Песни Окуджавы отличает не суетная, не поверхностная современность; его лирический герой — маленький человек, такой же «московский муравей», как и другие пассажиры «последнего, случайного» троллейбуса, у обожаемой им «богини» легкое пальтишко и старенькие туфельки. Окуджава воспевал простые и вечные человеческие ценности: «молюсь прекрасному и высшему» — таков его нравственный и поэтический девиз. В его песнях — неостывающий жар человечности и доброты.

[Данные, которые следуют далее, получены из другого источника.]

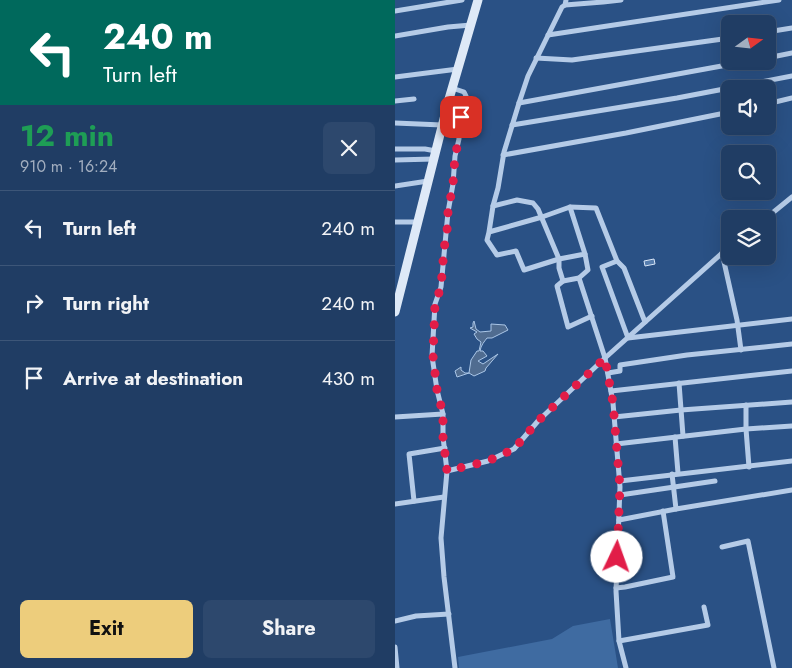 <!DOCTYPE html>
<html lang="en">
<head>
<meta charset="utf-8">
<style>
	:root { --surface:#203d64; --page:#2d486d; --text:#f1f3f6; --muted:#a2aebf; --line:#3d5678; --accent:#edcd7c }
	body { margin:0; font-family:Jost,sans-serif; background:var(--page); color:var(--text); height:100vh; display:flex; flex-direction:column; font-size:19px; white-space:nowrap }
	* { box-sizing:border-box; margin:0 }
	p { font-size:16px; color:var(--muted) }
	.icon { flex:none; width:28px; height:28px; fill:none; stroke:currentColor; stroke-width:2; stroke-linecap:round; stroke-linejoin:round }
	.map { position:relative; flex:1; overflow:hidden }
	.details { display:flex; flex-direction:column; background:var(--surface); width:395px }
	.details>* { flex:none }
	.hud { background:#00695c; color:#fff; overflow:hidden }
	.needle { width:32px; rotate:75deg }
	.fabs { position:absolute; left:326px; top:15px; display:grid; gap:10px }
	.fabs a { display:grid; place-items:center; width:55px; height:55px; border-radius:8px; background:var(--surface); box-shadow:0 5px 20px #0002,0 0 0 1px var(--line); font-size:25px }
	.pin { position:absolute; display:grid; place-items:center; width:42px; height:42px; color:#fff; margin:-21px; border-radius:10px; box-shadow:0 2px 8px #0006 }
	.me { position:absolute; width:55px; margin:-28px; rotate:3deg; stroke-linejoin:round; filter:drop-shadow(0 0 4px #0008) }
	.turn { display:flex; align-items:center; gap:18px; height:105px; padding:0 20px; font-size:22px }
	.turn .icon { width:65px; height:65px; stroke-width:2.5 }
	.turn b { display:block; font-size:35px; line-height:42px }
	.round { display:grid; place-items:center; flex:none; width:52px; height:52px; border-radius:8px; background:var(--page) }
	.head { display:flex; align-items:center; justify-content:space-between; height:85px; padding:0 20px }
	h1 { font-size:30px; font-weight:700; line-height:38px; color:#1e9e55 }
	.button { display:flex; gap:10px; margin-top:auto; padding:10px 20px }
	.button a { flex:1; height:58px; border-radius:8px; background:var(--accent); color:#111; font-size:20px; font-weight:700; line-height:58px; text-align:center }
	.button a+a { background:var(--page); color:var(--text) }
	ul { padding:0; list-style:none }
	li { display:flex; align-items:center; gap:15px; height:75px; padding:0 20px; border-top:1px solid var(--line) }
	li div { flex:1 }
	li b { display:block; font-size:19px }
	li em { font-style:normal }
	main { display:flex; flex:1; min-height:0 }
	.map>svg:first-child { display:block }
</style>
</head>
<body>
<main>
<section class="details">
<div class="hud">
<div class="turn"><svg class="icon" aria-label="left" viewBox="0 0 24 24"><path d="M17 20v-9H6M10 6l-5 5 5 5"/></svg><div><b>240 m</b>Turn left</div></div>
</div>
<div class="head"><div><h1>12 min</h1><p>910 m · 16:24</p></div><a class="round"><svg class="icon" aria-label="close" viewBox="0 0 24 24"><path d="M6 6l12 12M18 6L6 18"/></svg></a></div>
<ul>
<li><svg class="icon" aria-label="left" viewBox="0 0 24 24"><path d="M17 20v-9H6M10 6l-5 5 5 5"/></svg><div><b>Turn left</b></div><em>240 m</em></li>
<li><svg class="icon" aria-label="right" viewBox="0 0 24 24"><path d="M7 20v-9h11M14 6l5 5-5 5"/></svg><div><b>Turn right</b></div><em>240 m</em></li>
<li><svg class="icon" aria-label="arrive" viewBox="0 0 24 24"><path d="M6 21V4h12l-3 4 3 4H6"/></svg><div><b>Arrive at destination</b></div><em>430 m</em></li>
</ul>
<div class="button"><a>Exit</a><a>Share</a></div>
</section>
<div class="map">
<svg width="397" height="668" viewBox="0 0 397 668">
	<rect width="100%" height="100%" fill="#2a5185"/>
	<polygon fill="#3f6ba1" points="215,619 223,668 64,668 63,657 157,639 178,626"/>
	<path fill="#506c90" stroke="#aac6e7" d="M79 321 81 329 85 332 96 331V324L110 325 113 330 97 338H92C89 342 86 345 85 351H88L92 356 83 361 88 364 103 354 91 368 90 371 79 376 74 373 62 377 60 371 66 367V370L70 373H74L76 360 82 351H84L86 342 82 339 79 334 82 332 75 328 78 327V323Z"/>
	<polygon fill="#567dae" stroke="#d8e5f6" points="259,259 260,264 250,266 249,261"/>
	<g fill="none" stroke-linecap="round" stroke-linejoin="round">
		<g stroke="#b5cbe7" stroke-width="5">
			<polyline points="170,5 208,2 226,0"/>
			<polyline points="0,11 67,0"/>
			<polyline points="372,32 397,28"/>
			<polyline points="153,35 384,0"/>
			<polyline points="0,36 53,27 76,25"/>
			<polyline points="141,58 177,60 335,38"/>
			<polyline points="372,58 397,53"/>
			<polyline points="0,77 63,69"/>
			<polyline points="57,88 69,92 71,96 63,128 64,139 60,156 58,184 53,212 46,287 40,304 37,356 42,390 48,414 48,437 52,471 46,538 49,577 60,668"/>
			<polyline points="0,101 19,99"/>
			<polyline points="124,103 354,61"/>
			<polyline points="372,104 397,98"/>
			<polyline points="0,123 47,125"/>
			<polyline points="117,125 282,98 397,76"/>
			<polyline points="0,149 30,149 41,151"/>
			<polyline points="108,155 231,133 335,112"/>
			<polyline points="0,160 39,159"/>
			<polyline points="0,186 33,181"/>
			<polyline points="98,206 122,200 138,203 143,209 164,259 164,268 168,281 184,278 210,358 218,403 225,487 221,591 224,641 231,668"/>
			<polyline points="175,207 201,208 222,261 207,267 233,338 397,319"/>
			<polyline points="370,219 397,197"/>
			<polyline points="0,222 23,222"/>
			<polyline points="94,232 147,217 175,207 190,254 164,259 129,270 121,251 102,255 92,240 94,232 98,206 103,188 109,152 124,103 133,76 167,7 170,5 171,0"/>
			<polyline points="327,253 342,320 346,350"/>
			<polyline points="222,261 229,268 250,322"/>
			<polyline points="184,278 193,270 190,254"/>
			<polyline points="168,281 162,286 173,327 197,316"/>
			<polyline points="213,373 225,371 225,365 292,355 397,344"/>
			<polyline points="284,383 288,436"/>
			<polyline points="216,391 397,371"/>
			<polyline points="351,405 351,429 354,467"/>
			<polyline points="0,417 48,414"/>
			<polyline points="219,417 286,410 397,402"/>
			<polyline points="280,437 283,473"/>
			<polyline points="221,444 351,429 397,426"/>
			<polyline points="52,471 93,461 119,449 143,421 210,358 335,246"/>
			<polyline points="225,481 397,461"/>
			<polyline points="225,495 320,481"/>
			<polyline points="19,501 14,454 50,448"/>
			<polyline points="0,504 49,497"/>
			<polyline points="281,509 397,490"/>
			<polyline points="224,520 281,509 277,474"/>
			<polyline points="327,547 353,541 379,668"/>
			<polyline points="221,588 230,587 278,577 268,511"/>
			<polyline points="0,621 21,616 54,614"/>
			<polyline points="224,641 313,625 309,607"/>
			<polyline points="0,647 2,668"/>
		</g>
		<polyline stroke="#dee9f7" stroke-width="9" points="0,312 54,99 83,0"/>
	</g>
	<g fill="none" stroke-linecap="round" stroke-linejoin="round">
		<polyline stroke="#e11d48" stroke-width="9" stroke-dasharray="0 16.2" points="66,117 63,128 64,139 60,156 58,184 53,212 52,231 49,249 46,287 40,304 38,356 42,390 48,414 48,437 52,471 93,461 119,449 143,421 210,358 218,403 225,487 222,557"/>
	</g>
</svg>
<div class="fabs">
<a><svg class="needle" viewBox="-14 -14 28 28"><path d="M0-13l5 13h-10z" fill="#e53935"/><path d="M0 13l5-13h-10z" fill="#a2aebf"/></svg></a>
<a><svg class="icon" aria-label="sound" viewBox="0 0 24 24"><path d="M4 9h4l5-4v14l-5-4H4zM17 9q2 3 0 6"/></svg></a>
<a><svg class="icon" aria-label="search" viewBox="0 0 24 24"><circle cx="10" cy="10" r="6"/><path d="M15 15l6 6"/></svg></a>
<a><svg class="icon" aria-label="layers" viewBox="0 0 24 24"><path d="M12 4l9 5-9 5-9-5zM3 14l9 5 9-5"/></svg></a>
</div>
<div class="pin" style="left:66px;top:117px;background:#d93025"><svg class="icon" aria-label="arrive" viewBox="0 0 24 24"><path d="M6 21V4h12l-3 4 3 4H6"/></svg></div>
<svg class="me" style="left:222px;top:557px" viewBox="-20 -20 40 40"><circle r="19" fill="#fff"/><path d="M0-13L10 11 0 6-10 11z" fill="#e11d48"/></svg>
</div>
</main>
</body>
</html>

У Булата Окуджавы была счастливая литературная судьба. Его песни, записывавшиеся на магнитофонные пленки (я знаю людей, которые для этого покупали магнитофон, в пору, когда он был редкой и дорогой вещью) и поэтому миновавшие бдительную цензуру, распространялись со скоростью лесного пожара.

Признаюсь, долгое время я считал, что он наш поэт, что песни его принадлежат нашему поколению, мы владеем ими безраздельно. Да и он сам говорил: «Самая приятная для меня аудитория — это аудитория, близкая мне по возрасту, то есть люди с моим опытом». Оказалось, что это не совсем так. Он был неслыханно популярен, но мода проходит, а ему оставались верны.

Одно поколение сменялось другим, а любовь к его песням не угасала, не угасает, не угаснет.